* [PROBLEM TO WORK ON] When a line of the records below contains the string "Esteban", copy that whole line.

>>>

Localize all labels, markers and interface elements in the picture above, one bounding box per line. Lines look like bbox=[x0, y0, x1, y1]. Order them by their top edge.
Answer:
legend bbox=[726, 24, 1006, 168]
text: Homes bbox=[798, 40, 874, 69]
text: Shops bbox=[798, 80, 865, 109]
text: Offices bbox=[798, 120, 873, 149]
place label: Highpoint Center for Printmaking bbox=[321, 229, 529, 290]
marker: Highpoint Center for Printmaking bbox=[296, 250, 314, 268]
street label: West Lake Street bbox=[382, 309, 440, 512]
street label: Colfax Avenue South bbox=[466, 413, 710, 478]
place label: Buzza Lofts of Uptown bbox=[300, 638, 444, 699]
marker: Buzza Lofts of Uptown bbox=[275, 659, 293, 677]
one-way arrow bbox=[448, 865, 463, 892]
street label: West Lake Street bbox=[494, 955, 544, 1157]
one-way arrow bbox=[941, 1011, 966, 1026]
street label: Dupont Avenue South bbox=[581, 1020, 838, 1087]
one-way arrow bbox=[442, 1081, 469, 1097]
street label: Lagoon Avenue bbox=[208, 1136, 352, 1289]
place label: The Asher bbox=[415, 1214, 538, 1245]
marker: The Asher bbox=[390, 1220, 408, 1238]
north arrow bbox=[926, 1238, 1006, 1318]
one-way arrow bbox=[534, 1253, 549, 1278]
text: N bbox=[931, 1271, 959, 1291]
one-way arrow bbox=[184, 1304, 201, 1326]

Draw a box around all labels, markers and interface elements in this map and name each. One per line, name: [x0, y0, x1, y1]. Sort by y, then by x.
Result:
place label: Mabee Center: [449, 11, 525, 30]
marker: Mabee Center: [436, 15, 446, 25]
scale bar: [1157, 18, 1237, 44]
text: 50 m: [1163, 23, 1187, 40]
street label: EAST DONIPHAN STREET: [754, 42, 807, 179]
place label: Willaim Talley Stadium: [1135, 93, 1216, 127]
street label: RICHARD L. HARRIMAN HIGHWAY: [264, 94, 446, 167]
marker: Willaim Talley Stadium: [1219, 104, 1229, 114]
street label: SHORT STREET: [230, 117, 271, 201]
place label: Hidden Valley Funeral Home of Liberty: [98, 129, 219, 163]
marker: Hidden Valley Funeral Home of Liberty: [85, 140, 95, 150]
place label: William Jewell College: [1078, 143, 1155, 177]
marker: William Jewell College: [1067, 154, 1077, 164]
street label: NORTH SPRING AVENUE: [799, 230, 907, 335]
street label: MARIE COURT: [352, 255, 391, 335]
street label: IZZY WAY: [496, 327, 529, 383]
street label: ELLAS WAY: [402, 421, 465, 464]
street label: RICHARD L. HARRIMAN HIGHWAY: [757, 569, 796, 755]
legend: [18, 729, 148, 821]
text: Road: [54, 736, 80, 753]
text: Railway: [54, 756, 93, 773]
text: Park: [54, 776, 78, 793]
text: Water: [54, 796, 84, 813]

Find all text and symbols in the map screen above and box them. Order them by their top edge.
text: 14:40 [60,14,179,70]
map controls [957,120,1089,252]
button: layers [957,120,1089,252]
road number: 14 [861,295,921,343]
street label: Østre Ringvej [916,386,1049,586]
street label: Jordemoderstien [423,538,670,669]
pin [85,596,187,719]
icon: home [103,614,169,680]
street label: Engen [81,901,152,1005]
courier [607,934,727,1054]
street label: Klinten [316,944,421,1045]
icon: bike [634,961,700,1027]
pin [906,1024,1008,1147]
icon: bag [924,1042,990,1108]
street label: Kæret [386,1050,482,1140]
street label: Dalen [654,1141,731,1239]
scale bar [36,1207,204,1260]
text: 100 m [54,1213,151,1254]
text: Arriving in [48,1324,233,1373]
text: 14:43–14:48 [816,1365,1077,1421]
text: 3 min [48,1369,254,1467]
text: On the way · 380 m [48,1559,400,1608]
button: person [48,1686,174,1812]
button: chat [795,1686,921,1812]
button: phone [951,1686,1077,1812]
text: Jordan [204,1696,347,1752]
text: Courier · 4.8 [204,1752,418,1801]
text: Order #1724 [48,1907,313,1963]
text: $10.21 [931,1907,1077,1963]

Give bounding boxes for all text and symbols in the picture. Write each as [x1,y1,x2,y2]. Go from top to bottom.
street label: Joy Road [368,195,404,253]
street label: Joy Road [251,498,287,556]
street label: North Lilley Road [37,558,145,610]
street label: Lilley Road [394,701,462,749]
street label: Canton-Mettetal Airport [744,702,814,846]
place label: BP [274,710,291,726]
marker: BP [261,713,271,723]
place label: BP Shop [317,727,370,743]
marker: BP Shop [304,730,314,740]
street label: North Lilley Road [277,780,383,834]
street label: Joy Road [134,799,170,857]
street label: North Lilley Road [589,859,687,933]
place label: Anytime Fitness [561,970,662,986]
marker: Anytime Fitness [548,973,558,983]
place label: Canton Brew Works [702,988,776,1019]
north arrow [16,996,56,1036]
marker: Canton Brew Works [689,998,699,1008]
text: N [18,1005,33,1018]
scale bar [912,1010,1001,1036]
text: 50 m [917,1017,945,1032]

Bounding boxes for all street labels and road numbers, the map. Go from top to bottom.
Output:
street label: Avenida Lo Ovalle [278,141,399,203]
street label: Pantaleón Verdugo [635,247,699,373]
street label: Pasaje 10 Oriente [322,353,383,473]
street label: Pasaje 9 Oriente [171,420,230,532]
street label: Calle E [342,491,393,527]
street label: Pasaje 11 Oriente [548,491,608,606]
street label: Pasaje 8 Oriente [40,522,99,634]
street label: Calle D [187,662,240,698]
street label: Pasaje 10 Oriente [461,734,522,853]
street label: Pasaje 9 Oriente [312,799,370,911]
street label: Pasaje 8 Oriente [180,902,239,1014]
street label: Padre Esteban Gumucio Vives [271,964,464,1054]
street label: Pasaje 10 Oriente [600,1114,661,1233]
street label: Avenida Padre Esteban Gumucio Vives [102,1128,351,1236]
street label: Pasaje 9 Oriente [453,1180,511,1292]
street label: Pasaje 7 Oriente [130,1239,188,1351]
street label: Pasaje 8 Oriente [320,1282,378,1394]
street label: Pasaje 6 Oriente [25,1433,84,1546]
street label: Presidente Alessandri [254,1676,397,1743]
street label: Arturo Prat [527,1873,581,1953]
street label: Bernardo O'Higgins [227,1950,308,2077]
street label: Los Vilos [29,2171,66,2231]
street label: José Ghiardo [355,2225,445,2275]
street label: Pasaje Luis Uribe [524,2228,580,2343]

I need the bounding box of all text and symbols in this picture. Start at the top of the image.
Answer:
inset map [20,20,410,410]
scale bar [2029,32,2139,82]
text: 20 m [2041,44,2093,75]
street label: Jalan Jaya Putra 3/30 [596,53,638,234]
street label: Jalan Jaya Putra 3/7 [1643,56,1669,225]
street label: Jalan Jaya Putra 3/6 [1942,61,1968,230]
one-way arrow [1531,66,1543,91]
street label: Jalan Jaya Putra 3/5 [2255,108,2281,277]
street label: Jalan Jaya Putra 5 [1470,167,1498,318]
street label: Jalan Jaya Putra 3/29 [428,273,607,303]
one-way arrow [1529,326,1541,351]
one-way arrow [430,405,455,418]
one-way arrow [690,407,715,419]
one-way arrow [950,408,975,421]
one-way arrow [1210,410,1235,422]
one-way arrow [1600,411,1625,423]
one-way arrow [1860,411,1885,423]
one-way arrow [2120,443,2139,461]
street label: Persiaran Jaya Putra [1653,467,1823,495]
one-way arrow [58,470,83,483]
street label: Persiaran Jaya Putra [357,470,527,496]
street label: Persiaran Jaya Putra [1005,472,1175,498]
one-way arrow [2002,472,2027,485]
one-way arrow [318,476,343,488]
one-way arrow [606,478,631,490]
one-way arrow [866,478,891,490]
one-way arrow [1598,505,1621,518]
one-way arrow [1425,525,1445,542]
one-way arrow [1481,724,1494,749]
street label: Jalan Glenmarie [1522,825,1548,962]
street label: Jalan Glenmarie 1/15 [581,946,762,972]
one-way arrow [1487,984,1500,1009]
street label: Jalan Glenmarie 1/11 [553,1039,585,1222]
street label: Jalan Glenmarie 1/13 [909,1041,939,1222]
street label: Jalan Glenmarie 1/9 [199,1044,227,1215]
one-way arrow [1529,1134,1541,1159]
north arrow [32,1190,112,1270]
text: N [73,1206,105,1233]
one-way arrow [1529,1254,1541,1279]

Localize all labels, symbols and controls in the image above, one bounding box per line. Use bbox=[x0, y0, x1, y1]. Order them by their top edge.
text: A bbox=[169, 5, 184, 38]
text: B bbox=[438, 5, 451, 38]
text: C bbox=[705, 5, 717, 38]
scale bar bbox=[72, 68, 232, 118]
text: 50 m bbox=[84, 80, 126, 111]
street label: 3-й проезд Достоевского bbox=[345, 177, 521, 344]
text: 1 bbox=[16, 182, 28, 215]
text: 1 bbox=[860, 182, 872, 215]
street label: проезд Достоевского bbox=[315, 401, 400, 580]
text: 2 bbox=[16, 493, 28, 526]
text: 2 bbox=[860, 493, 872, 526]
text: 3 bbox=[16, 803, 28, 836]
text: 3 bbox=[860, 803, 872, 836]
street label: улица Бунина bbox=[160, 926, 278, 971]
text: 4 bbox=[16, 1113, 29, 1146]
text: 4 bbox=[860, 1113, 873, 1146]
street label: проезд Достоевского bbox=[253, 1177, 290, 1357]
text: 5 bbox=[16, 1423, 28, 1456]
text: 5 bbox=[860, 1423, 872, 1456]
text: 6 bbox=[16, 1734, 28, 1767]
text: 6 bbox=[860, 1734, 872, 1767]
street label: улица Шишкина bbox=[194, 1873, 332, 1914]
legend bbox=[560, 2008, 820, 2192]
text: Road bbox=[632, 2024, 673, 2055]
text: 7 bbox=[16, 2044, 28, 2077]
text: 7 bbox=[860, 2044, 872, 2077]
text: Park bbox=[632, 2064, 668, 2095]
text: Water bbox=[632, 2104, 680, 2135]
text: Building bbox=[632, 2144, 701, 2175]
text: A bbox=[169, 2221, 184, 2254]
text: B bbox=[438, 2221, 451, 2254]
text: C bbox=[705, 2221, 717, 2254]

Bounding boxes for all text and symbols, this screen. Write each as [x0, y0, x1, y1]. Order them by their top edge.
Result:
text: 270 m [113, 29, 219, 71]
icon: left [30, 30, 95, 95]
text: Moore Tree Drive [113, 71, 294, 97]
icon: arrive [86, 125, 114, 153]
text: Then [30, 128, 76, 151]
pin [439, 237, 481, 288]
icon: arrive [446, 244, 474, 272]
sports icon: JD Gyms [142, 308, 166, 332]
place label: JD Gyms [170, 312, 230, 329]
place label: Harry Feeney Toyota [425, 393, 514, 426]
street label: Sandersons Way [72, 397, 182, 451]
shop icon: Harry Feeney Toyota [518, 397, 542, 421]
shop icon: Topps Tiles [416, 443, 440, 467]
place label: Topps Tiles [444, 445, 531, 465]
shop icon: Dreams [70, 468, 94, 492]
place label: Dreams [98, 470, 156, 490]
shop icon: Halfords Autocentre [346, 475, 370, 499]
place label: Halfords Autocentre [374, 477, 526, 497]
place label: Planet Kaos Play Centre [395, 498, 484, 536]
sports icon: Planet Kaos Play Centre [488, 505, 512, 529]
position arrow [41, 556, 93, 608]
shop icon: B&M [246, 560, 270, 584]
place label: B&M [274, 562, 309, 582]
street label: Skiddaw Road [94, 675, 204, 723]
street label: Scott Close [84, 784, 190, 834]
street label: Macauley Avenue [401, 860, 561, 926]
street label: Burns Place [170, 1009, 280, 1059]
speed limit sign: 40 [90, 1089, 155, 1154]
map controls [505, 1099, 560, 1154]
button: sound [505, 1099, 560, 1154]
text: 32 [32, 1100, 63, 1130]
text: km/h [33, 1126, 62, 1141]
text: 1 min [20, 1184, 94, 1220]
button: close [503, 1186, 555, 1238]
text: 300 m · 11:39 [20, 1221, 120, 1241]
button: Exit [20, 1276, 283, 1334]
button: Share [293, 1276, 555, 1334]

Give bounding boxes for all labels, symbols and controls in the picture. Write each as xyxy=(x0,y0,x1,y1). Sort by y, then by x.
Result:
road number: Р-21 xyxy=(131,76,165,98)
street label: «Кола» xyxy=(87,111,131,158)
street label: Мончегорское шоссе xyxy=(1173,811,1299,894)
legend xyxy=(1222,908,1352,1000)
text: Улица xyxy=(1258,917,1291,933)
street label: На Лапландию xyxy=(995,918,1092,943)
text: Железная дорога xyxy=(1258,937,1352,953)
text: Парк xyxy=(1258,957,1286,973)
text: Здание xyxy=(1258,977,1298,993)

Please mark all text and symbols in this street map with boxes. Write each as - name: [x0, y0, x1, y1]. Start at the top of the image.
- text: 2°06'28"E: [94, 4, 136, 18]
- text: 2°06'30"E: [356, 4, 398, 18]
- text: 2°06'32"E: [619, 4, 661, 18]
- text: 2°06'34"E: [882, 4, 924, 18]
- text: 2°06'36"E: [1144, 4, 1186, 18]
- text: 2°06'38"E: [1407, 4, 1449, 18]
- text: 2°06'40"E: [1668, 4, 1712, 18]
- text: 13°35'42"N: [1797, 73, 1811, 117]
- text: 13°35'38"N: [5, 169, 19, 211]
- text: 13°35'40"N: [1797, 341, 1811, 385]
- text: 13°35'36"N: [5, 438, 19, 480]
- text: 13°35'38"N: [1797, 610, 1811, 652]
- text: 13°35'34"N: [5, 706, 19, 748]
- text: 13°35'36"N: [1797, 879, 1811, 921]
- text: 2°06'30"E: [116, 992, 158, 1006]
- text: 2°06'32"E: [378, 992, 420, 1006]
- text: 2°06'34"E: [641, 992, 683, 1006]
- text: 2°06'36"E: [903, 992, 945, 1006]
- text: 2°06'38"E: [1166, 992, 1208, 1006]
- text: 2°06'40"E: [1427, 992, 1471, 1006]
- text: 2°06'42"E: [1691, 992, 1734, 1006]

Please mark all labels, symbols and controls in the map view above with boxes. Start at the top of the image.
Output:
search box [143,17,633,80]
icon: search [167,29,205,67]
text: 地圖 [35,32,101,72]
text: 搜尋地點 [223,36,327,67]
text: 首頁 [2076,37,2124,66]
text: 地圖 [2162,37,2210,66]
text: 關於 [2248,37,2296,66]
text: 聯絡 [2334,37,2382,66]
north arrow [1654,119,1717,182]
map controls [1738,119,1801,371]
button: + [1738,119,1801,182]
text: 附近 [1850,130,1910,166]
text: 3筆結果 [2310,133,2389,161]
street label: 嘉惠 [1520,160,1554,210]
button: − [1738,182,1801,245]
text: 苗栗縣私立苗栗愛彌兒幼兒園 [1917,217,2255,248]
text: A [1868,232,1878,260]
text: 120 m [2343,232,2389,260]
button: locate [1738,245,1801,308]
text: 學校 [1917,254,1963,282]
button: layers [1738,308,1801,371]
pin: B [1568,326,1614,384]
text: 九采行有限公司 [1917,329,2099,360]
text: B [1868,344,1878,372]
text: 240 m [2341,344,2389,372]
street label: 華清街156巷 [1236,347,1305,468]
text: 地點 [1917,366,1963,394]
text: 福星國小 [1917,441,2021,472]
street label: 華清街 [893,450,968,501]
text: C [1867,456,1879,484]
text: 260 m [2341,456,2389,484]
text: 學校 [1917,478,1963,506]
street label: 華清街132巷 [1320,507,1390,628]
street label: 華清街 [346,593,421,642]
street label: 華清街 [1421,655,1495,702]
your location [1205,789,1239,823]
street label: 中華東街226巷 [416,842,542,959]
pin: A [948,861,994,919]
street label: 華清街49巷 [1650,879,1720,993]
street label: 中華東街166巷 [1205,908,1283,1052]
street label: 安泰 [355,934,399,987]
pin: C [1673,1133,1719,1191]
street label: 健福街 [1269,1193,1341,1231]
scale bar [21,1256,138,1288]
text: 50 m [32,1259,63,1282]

<<<

* [SOLUTION FOR THIS PROBLEM]
street label: Padre Esteban Gumucio Vives [271,964,464,1054]
street label: Avenida Padre Esteban Gumucio Vives [102,1128,351,1236]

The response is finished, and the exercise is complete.